The multinational company finally stepped up their game in October of last year, opening third-party selling platform ‘Amazon Marketplace’ in Brazil. As a result, shares in e-commerce businesses such as MercadoLibre and B2W, which operate across South America, as well as national retail company Magazine Luiza, fell by almost 20% despite their steady growth over the past five years.
Amazon arrived in Brazil in the year 2012, selling just about everything online. With it, came the e-reading service ‘Kindle’ and online movie streaming platform ‘Prime’. However, unlike the huge steps Amazon have taken in countries like China and India, Brazilian businesses are yet to experience the full force of their competitor.
Until last year, smaller-scale online retailers in Brazil enjoyed a chance to flourish. Brazilian retailer Magazine Luiza SA, which retails goods through both physical stores and e-commerce, has experienced rapid growth in the past few years. Last year, shares rocketed a whopping 500% and have so far seen a 20% increase this year.
Likewise, thanks to recent investments from Brazilian billionaire Jorge Paulo Lemann and its parent company Lojas Americanas SA, shares in B2W have been steadily on the up. Coincidentally, B2W also uses the name ‘Prime’ in its services, although referring only to fast shipping services. In Brazil, Amazon ‘Prime’ only refers to the online movie streaming service.
On the other hand, market leader Mercado Libre, who have already withstood the likes of Amazon in Mexico, opened up a warehouse near São Paulo last year to speed up delivery services. Its Brazil branch also reportedly grew by almost 80% last year.

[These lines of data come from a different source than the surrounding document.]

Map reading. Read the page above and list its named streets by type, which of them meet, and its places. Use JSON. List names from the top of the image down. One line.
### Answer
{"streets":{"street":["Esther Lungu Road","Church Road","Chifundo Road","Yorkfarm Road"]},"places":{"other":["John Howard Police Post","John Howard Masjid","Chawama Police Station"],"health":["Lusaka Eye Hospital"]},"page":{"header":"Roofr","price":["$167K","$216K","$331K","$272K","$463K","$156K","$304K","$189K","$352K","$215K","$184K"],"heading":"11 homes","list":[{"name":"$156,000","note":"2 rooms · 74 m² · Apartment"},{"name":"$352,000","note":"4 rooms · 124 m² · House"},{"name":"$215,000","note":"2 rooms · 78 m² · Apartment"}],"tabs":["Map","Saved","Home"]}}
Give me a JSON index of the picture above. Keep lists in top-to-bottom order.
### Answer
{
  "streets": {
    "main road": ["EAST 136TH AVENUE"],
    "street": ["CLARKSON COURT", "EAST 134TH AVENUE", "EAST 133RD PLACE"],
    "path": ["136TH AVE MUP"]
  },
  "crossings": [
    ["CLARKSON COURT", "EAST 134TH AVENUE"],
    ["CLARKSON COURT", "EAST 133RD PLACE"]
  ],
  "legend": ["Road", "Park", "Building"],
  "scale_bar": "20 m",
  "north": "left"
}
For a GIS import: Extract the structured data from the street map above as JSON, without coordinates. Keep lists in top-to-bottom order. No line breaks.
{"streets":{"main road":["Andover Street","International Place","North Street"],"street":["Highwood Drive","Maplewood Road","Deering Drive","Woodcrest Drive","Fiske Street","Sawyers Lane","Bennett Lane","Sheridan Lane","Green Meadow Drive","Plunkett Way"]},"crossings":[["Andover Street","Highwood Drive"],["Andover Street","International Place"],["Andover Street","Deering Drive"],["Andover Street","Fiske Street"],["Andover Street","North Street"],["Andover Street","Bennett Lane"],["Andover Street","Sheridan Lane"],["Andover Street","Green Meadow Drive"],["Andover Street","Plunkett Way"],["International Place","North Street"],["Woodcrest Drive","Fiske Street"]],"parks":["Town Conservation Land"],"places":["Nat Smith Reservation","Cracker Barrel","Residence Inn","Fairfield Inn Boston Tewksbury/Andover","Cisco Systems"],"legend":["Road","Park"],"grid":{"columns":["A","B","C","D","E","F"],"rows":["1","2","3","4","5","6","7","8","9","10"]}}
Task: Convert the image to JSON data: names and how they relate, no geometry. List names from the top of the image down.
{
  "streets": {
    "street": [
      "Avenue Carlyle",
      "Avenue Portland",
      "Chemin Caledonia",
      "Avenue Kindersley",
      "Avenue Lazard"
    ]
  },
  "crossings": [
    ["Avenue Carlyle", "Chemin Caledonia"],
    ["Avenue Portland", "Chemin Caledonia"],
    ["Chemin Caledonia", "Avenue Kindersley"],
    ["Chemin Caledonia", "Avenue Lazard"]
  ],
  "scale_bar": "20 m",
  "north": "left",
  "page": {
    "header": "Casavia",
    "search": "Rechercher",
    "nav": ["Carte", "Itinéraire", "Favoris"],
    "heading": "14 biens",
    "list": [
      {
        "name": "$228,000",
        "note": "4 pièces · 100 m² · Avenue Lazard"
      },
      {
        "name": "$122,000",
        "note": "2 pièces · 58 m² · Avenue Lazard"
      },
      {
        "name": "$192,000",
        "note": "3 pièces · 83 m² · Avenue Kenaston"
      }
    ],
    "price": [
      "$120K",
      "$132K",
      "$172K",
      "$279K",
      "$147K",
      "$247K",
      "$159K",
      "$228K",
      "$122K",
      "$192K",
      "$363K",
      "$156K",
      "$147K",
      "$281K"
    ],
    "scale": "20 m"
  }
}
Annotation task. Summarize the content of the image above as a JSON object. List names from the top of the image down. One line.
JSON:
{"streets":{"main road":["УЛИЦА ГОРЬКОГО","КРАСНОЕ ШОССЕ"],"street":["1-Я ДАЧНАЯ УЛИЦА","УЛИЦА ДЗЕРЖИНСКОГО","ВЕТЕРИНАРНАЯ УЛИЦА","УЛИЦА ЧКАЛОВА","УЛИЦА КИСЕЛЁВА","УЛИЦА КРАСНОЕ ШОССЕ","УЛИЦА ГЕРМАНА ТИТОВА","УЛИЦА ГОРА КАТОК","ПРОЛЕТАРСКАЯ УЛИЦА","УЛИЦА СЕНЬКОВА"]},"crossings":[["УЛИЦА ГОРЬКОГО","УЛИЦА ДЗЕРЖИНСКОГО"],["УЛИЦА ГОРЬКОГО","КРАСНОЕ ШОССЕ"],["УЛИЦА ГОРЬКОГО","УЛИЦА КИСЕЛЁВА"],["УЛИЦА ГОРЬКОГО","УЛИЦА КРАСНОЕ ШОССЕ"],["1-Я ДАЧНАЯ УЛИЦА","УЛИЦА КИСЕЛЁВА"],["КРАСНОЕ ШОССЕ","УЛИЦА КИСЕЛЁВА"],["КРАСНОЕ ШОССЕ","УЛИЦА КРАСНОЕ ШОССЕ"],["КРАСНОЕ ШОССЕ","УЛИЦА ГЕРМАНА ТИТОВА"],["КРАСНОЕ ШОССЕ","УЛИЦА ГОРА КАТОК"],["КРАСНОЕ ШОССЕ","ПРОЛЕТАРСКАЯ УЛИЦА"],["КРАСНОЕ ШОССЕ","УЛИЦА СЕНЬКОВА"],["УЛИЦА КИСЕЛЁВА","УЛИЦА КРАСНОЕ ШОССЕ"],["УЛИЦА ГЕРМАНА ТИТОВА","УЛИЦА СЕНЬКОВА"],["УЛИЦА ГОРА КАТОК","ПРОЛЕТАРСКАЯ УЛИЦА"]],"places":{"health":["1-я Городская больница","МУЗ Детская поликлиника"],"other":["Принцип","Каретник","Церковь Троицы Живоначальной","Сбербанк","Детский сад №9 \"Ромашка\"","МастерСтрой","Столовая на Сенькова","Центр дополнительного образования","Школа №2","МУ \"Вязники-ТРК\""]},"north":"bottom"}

Nevertheless, according to Reuters, these local businesses have some stiff competition, as Amazon is also looking to open up a 50,000 square foot warehouse just outside São Paulo. However, Brazilian business leaders have seen this coming and are doing everything in their power to prepare the e-commerce industry for this change. In conversation with Euronews, for example, Claudia Sciama (Google’s head of retail in Brazil) explained how she had conducted “an exploratory study to understand how they might enter different markets”.
For now though, it seems unlikely that Amazon will trump local businesses in Brazil, who have worked hard over the past years to build on customer loyalty, faster delivery services and a better understanding of what the average Brazilian consumer wants.